- [Requirement] Send back exactly the lines from the opening line of the records below through the one with "Where are all".

(Items from a dataset)
——

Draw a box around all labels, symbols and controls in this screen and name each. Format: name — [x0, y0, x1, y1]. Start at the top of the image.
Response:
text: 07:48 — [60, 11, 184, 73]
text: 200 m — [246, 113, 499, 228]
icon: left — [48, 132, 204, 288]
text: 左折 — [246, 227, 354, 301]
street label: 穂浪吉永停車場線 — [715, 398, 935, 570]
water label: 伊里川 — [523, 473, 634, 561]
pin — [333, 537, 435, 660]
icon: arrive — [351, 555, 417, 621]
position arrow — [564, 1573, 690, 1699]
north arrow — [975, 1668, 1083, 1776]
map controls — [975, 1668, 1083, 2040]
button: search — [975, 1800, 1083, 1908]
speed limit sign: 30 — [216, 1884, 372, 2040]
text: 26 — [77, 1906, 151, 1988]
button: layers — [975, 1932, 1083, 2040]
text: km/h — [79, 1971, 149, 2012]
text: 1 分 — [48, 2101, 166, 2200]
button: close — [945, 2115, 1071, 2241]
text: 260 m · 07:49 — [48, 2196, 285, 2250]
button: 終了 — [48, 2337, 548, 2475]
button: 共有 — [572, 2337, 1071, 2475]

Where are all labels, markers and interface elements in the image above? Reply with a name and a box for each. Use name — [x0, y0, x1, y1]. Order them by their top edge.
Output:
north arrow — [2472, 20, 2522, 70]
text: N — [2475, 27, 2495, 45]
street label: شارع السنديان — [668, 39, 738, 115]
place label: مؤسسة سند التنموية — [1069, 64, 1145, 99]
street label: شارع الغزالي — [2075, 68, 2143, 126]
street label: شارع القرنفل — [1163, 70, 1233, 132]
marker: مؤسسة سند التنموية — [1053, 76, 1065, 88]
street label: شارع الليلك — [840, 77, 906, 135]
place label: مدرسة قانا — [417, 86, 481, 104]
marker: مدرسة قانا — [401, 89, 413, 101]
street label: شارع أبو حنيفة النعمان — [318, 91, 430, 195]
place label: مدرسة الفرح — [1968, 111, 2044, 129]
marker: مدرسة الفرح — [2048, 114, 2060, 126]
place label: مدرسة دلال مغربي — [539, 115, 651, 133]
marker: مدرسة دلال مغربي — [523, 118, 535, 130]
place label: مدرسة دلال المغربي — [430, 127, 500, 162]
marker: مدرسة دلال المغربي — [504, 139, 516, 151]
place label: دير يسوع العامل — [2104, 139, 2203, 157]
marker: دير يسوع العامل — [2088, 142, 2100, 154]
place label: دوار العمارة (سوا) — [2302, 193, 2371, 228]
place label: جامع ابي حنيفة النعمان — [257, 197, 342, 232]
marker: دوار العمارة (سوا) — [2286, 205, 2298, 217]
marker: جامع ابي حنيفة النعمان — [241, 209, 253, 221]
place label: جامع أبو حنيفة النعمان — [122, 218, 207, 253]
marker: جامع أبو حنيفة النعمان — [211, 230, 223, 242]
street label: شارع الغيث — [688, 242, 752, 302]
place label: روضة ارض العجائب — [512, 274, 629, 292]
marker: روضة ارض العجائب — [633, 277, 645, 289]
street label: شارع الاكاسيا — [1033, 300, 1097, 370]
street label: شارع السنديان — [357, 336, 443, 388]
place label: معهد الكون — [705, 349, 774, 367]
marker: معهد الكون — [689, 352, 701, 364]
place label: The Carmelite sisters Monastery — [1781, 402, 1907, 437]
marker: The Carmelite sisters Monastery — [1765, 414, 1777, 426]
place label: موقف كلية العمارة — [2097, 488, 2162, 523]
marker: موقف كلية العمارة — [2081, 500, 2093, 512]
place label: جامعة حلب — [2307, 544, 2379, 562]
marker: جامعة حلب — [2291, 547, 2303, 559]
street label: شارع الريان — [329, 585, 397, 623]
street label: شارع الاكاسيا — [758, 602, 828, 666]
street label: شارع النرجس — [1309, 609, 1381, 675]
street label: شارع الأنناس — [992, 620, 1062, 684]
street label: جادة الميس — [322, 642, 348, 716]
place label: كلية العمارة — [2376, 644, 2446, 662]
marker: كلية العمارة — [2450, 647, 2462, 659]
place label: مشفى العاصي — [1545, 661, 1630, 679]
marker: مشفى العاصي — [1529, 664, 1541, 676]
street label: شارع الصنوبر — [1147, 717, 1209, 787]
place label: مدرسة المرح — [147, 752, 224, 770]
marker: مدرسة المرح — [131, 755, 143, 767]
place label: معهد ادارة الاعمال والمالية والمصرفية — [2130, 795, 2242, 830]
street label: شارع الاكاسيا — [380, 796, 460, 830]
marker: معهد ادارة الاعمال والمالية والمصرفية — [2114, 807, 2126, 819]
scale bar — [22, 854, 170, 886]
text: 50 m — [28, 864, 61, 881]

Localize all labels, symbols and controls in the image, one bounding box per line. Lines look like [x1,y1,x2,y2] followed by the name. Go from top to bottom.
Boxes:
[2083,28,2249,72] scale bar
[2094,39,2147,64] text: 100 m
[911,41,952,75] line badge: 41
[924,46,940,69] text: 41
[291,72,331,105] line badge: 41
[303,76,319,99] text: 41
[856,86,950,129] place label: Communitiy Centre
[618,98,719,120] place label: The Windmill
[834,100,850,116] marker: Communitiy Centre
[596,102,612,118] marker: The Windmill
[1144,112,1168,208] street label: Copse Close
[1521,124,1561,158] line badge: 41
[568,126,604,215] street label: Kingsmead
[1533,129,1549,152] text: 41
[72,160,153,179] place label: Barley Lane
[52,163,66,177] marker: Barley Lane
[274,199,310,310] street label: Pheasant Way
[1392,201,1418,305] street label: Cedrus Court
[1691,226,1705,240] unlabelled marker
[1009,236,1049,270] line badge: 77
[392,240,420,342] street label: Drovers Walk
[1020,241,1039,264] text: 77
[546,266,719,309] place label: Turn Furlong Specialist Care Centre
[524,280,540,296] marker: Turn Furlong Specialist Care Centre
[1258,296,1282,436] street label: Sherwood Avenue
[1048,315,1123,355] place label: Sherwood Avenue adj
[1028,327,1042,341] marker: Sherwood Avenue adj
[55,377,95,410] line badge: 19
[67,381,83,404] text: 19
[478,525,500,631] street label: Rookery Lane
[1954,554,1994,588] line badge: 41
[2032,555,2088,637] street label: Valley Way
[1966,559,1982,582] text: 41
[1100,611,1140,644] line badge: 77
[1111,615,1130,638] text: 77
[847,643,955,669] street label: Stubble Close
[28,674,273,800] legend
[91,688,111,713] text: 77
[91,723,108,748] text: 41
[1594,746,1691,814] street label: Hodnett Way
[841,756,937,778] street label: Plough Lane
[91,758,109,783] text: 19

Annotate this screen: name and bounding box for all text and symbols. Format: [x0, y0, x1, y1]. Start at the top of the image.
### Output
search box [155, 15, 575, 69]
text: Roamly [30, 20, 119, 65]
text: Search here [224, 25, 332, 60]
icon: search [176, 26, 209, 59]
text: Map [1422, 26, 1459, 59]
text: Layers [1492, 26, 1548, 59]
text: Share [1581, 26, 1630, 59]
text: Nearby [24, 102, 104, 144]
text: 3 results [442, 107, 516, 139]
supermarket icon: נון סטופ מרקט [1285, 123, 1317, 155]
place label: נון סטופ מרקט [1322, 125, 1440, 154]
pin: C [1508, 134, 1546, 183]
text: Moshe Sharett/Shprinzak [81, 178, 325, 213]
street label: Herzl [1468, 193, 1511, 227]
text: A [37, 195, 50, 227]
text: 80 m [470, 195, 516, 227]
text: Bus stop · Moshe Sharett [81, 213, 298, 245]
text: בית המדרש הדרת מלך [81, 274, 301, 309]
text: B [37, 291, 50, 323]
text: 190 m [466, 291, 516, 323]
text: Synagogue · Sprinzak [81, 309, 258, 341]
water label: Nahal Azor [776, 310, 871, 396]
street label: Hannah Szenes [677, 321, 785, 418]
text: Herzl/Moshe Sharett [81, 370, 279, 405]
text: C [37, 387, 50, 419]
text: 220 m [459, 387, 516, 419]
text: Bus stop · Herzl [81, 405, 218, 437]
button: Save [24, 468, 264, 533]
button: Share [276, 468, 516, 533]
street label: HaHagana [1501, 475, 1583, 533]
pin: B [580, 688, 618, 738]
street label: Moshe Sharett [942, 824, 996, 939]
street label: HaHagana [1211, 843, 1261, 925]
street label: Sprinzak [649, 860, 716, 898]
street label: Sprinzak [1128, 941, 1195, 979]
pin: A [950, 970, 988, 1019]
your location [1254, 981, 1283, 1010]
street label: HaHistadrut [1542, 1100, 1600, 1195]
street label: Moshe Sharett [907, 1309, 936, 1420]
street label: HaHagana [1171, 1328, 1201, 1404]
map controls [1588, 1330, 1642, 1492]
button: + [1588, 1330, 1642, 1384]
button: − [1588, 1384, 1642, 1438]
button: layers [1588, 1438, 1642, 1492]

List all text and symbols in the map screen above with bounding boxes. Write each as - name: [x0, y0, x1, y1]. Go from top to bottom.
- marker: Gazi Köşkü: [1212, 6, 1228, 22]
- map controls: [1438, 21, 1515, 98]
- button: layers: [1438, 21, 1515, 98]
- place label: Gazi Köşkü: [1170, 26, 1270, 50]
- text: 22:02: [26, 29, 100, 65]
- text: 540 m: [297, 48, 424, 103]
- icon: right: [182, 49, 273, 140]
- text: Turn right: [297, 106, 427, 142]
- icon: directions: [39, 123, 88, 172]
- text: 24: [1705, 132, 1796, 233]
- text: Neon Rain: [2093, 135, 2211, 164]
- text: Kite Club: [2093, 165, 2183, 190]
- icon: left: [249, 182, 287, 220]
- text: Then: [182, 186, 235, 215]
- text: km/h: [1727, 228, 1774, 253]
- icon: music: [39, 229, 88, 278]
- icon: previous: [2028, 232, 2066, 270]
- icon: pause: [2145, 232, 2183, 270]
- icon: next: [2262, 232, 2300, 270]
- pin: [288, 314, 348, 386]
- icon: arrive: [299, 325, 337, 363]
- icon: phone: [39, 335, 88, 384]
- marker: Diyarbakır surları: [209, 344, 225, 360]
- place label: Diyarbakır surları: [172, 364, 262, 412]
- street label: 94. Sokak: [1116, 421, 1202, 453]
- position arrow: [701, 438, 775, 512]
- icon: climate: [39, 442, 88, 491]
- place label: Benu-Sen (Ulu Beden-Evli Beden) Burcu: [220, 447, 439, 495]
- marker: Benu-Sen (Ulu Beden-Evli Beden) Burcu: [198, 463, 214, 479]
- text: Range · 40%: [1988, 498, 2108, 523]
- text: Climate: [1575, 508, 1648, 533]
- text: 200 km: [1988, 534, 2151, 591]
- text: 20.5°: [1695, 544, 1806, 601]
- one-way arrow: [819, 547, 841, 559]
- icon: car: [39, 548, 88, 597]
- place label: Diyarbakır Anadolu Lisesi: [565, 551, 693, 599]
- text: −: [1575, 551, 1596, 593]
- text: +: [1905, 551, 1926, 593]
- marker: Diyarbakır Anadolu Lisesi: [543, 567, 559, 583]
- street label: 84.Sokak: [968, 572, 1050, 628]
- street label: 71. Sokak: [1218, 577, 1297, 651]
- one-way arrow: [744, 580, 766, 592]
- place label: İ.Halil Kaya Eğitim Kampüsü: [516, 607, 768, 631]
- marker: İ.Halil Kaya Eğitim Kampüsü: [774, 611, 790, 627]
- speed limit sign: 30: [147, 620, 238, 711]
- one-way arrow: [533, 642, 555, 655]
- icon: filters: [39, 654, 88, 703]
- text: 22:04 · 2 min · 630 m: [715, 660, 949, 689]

——

- [Response to this exercise]
Draw a box around all labels, symbols and controls in this screen and name each. Format: name — [x0, y0, x1, y1]. Start at the top of the image.
Response:
text: 07:48 — [60, 11, 184, 73]
text: 200 m — [246, 113, 499, 228]
icon: left — [48, 132, 204, 288]
text: 左折 — [246, 227, 354, 301]
street label: 穂浪吉永停車場線 — [715, 398, 935, 570]
water label: 伊里川 — [523, 473, 634, 561]
pin — [333, 537, 435, 660]
icon: arrive — [351, 555, 417, 621]
position arrow — [564, 1573, 690, 1699]
north arrow — [975, 1668, 1083, 1776]
map controls — [975, 1668, 1083, 2040]
button: search — [975, 1800, 1083, 1908]
speed limit sign: 30 — [216, 1884, 372, 2040]
text: 26 — [77, 1906, 151, 1988]
button: layers — [975, 1932, 1083, 2040]
text: km/h — [79, 1971, 149, 2012]
text: 1 分 — [48, 2101, 166, 2200]
button: close — [945, 2115, 1071, 2241]
text: 260 m · 07:49 — [48, 2196, 285, 2250]
button: 終了 — [48, 2337, 548, 2475]
button: 共有 — [572, 2337, 1071, 2475]

Where are all labels, markers and interface elements in the image above? Reply with a name and a box for each. Use name — [x0, y0, x1, y1]. Order them by their top edge.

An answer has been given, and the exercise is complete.